▶ Task requirements: Where does the string "absolute" occur in the records? Copy each line that holds it.

▶ Records from a data source:
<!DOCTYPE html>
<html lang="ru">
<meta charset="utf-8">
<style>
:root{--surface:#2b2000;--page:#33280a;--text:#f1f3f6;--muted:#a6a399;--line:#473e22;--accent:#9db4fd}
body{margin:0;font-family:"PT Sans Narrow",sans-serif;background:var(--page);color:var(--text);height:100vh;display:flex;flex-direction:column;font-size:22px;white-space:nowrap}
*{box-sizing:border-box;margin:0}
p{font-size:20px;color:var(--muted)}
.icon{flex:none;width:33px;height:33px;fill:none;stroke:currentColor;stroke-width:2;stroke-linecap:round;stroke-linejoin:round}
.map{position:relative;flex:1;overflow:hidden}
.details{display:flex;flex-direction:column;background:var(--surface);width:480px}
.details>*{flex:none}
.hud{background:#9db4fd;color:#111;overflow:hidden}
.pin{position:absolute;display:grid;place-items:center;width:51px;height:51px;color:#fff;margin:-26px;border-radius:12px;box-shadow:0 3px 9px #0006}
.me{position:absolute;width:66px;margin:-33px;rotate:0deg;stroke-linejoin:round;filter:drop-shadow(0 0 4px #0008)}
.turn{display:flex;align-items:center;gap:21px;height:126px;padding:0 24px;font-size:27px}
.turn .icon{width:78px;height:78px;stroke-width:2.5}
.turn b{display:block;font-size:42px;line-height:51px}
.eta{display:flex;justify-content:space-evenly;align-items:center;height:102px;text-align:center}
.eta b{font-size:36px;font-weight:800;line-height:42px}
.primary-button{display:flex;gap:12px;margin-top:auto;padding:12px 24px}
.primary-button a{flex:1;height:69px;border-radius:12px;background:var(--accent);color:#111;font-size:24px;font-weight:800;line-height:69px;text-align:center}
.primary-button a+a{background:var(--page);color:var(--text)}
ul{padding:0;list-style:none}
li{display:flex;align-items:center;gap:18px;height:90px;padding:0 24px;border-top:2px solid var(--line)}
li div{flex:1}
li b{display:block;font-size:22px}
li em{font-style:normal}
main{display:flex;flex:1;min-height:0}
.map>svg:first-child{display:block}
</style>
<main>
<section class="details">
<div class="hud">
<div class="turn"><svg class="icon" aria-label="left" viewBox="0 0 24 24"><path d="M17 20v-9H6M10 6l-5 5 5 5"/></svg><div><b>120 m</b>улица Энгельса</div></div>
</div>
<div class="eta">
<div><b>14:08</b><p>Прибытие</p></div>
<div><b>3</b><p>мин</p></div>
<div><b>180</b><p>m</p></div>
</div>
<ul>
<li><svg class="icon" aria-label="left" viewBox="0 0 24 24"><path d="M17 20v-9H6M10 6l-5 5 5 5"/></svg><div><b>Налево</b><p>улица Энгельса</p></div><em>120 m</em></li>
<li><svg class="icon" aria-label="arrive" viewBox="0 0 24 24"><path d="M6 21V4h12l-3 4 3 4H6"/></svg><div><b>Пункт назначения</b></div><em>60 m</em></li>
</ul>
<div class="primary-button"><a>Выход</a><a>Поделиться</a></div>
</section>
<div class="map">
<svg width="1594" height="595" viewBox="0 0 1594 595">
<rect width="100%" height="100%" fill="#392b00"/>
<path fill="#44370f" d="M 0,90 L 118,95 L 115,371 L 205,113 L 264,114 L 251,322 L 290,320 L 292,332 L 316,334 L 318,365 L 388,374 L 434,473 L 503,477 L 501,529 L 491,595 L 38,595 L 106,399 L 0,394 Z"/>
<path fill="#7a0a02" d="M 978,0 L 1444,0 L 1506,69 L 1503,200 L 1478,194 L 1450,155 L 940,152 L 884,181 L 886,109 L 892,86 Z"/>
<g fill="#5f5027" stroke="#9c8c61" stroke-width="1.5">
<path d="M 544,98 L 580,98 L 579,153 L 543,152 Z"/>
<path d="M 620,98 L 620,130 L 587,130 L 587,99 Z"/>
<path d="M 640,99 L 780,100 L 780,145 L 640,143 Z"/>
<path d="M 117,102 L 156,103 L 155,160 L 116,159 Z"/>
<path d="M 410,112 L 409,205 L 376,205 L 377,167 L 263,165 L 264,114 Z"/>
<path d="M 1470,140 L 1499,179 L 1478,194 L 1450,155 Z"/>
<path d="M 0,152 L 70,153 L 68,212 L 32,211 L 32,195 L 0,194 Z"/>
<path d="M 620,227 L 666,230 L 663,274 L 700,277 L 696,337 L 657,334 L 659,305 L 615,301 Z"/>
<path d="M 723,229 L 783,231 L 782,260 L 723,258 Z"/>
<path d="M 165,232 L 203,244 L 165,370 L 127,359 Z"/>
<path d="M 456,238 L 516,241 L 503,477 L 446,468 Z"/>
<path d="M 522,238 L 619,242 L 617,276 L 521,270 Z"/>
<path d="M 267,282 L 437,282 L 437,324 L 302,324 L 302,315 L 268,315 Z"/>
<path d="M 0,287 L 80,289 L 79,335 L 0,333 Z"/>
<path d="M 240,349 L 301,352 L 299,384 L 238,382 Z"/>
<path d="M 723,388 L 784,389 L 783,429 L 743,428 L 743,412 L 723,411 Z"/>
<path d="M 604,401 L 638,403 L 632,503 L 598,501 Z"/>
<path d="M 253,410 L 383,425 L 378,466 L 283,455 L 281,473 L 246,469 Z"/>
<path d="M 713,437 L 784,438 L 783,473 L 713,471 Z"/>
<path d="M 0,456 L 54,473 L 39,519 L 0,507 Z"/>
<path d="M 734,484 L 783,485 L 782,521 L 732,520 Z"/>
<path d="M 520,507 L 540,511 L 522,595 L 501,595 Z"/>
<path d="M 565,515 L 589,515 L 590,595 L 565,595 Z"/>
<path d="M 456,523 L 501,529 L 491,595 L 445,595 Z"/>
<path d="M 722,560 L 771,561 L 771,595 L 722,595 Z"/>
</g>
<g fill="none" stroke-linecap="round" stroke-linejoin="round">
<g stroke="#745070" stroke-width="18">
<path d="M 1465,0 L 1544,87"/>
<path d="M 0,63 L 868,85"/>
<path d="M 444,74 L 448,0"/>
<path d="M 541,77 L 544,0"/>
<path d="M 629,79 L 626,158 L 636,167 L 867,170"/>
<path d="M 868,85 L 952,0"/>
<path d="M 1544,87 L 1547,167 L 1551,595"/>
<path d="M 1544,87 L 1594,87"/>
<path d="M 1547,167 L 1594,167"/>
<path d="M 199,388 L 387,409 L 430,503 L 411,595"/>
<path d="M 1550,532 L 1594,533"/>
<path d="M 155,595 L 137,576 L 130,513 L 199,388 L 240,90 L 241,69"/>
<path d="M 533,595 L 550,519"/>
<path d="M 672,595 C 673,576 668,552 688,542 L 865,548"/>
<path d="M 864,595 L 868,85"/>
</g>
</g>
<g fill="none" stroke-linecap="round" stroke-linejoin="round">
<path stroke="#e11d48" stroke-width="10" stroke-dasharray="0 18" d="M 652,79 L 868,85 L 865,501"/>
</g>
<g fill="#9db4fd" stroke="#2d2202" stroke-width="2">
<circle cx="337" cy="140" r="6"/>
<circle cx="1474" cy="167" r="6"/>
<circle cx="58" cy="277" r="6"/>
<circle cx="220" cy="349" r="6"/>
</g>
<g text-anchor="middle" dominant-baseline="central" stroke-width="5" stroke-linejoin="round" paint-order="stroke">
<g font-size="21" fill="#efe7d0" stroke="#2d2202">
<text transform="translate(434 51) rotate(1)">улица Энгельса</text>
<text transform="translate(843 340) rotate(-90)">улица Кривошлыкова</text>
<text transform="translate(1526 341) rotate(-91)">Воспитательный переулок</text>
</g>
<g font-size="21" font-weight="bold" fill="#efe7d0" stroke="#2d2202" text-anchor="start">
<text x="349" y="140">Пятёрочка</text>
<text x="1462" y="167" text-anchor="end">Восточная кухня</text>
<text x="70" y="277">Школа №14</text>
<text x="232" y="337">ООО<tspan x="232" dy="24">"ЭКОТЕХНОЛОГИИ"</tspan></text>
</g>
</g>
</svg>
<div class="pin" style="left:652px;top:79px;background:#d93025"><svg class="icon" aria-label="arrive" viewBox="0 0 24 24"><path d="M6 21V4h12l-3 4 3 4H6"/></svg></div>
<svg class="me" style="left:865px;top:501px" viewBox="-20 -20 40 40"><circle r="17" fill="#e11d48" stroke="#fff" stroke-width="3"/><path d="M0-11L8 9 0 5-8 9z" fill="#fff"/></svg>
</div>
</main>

▶ Result:
.pin{position:absolute;display:grid;place-items:center;width:51px;height:51px;color:#fff;margin:-26px;border-radius:12px;box-shadow:0 3px 9px #0006}
.me{position:absolute;width:66px;margin:-33px;rotate:0deg;stroke-linejoin:round;filter:drop-shadow(0 0 4px #0008)}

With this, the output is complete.